About this task:
What is the count of lines in the records that include "butt"? Reply with that number alone.

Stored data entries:
----

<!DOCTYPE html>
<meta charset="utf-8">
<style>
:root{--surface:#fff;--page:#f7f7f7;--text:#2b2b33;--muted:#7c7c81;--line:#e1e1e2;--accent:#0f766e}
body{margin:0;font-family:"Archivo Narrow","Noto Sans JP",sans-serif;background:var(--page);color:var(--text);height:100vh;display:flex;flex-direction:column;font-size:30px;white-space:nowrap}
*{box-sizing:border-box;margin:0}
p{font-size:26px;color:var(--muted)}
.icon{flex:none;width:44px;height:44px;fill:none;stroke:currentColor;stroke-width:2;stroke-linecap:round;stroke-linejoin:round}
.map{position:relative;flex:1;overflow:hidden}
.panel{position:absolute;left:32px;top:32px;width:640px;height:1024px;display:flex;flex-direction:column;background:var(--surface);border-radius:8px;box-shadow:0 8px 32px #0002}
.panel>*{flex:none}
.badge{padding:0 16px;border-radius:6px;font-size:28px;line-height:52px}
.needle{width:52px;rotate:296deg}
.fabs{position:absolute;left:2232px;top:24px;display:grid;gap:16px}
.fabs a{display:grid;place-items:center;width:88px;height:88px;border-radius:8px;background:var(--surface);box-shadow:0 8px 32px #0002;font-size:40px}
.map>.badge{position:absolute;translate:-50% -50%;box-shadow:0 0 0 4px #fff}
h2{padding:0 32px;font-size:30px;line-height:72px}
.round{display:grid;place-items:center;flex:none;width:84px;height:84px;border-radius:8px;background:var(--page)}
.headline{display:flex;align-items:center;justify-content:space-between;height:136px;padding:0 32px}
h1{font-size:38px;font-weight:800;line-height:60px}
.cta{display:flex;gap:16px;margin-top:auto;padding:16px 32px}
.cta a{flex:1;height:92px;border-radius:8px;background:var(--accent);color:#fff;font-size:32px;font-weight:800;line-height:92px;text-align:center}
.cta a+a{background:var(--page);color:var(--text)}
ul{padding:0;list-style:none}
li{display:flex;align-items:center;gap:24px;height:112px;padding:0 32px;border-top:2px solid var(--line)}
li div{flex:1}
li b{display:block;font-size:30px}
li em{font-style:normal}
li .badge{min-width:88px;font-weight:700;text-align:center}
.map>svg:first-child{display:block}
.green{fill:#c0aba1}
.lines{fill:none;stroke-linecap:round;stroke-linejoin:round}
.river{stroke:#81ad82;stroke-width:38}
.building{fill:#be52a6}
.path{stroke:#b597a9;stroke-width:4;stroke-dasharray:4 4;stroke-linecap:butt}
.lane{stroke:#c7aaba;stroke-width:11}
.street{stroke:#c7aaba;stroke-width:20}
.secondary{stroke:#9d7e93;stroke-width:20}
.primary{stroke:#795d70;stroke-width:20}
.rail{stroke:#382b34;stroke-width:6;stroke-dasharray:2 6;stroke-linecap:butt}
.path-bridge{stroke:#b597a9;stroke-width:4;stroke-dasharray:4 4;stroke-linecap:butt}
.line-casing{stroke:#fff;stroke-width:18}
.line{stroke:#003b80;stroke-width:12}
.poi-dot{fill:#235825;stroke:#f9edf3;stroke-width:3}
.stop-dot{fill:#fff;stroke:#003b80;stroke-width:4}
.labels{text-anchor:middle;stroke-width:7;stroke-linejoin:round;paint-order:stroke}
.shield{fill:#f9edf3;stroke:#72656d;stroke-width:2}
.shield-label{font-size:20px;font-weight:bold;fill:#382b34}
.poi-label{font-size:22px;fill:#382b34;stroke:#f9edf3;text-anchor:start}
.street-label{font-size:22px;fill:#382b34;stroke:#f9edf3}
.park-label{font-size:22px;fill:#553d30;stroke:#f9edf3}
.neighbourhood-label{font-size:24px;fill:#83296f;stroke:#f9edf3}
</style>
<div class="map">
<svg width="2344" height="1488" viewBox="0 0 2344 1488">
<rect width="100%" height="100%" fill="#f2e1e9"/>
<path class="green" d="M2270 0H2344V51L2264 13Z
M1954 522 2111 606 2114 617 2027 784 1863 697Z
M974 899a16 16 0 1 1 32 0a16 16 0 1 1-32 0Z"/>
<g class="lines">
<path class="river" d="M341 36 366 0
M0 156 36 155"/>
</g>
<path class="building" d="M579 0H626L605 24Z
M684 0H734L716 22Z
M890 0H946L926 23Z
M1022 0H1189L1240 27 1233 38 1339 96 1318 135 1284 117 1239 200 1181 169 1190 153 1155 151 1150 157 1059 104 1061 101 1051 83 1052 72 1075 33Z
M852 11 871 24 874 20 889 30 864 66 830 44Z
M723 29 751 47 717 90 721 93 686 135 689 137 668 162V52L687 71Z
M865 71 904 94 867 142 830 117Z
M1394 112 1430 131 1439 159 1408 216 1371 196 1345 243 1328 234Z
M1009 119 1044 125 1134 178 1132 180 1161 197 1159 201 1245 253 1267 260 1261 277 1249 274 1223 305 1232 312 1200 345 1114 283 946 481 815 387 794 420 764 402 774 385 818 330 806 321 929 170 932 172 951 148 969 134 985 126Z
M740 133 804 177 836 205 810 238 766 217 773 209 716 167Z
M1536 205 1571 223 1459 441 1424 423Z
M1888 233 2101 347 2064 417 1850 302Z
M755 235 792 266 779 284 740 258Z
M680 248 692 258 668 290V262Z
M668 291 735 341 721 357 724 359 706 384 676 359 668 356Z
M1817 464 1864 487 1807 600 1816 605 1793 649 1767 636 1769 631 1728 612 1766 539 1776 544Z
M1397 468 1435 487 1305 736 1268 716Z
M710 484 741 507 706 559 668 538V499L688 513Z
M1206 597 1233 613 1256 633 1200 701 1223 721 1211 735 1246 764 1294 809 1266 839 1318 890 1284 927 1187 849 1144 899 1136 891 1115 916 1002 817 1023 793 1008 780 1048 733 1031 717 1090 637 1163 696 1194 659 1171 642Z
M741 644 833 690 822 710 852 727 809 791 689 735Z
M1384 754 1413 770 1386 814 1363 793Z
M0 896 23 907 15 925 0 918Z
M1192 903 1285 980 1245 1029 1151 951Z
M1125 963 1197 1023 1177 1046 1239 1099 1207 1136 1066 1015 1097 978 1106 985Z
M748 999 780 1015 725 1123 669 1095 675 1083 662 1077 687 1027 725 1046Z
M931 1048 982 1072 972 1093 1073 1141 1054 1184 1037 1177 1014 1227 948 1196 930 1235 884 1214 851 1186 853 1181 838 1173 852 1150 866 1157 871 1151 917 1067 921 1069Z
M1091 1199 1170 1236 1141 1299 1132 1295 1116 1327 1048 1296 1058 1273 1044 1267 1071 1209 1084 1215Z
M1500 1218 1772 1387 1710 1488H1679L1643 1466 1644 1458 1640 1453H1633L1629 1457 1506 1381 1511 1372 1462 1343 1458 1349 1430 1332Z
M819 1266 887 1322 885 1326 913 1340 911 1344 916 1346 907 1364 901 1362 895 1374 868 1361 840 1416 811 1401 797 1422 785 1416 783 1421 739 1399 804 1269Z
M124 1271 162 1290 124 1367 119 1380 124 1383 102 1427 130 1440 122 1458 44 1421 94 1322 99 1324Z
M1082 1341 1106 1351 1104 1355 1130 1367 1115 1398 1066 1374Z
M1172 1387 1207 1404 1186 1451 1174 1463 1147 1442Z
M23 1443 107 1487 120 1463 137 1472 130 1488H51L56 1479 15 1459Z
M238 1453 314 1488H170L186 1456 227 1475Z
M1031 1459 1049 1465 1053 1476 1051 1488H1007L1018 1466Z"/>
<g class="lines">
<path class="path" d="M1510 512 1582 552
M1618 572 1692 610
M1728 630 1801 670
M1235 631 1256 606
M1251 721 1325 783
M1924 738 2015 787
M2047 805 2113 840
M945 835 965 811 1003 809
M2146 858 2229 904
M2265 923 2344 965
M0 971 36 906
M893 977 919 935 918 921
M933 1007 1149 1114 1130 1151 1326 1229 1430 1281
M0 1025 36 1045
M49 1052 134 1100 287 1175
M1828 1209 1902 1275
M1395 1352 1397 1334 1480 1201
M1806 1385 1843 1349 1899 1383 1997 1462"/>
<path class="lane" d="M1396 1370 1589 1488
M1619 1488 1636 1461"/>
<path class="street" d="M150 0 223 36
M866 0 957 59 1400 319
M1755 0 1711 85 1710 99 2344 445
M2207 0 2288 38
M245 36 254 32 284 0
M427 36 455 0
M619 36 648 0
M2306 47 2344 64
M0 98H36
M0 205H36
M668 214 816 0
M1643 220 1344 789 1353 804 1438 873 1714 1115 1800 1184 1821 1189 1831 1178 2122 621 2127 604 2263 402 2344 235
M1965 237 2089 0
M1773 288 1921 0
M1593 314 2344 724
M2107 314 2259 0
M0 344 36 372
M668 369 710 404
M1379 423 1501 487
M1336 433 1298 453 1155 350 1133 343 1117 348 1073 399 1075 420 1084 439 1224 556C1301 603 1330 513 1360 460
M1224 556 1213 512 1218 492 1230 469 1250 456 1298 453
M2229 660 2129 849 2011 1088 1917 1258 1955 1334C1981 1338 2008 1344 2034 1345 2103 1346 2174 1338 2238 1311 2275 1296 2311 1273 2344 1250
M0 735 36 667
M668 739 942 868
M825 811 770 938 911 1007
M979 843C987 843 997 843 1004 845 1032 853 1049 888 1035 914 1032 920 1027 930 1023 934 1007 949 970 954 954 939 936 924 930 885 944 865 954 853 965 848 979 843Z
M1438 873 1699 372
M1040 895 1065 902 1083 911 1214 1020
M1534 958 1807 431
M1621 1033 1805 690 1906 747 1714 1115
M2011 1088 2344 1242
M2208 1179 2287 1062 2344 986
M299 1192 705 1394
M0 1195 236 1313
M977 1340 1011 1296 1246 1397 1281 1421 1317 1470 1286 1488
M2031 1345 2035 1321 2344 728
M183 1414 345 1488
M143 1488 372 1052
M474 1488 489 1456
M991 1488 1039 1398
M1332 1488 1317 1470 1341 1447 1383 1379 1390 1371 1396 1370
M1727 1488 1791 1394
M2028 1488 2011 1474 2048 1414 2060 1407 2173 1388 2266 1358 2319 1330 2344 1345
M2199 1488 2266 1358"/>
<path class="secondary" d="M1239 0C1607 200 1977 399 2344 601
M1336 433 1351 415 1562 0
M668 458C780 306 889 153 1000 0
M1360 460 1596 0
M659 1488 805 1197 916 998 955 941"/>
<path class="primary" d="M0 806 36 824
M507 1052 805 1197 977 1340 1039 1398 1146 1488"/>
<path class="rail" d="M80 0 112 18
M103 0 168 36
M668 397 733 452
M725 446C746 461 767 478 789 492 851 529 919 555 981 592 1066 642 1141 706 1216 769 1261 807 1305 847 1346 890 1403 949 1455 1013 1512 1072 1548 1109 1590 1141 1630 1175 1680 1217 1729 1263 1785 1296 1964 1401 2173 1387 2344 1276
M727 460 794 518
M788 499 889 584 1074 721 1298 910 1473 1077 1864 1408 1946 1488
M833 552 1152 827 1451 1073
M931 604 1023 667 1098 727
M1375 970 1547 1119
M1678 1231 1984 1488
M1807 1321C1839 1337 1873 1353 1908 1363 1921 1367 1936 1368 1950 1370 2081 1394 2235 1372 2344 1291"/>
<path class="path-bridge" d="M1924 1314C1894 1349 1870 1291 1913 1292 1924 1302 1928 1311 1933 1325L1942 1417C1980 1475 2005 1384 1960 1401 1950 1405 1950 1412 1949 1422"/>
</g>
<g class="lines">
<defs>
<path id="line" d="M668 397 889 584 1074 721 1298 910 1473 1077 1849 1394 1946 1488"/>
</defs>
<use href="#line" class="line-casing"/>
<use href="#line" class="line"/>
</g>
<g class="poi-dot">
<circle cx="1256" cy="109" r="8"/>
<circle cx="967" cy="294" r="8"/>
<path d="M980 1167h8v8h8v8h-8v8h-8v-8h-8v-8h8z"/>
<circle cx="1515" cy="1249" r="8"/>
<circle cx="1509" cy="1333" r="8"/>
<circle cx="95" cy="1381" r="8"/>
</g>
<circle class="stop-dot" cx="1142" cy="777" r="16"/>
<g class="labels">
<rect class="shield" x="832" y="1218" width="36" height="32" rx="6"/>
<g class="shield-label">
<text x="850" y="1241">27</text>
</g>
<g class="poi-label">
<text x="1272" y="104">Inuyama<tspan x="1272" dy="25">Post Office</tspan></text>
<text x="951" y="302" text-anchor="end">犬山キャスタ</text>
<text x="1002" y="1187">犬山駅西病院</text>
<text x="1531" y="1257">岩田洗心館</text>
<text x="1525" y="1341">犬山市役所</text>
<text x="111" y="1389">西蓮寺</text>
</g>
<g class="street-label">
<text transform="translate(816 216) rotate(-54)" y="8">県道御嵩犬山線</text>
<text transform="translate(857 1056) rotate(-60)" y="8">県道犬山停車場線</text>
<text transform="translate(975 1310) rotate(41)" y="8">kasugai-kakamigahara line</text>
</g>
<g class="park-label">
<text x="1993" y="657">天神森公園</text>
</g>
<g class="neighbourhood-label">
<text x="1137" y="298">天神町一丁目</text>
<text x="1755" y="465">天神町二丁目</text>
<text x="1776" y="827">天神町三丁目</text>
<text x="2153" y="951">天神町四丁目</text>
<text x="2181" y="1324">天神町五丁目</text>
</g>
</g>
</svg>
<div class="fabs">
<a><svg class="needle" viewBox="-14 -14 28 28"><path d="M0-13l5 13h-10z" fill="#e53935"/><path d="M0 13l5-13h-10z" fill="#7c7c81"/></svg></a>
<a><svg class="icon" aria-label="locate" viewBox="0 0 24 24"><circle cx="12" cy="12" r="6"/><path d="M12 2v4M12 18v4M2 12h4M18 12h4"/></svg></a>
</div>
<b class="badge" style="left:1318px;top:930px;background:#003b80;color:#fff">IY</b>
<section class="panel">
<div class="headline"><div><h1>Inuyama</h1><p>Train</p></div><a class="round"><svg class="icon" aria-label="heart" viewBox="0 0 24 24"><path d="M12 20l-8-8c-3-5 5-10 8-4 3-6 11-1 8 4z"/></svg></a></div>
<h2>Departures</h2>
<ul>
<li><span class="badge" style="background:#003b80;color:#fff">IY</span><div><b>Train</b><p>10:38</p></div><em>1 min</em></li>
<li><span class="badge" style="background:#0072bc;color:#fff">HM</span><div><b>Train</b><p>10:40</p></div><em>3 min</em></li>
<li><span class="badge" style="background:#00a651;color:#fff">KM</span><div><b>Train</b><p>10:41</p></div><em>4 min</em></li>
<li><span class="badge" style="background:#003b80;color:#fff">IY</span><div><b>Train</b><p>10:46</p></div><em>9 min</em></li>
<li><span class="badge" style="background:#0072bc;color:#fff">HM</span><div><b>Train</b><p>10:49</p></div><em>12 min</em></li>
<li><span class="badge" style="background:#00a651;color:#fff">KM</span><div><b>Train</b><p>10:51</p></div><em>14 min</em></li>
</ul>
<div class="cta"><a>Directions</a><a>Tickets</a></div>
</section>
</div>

----

Output of the exercise:
3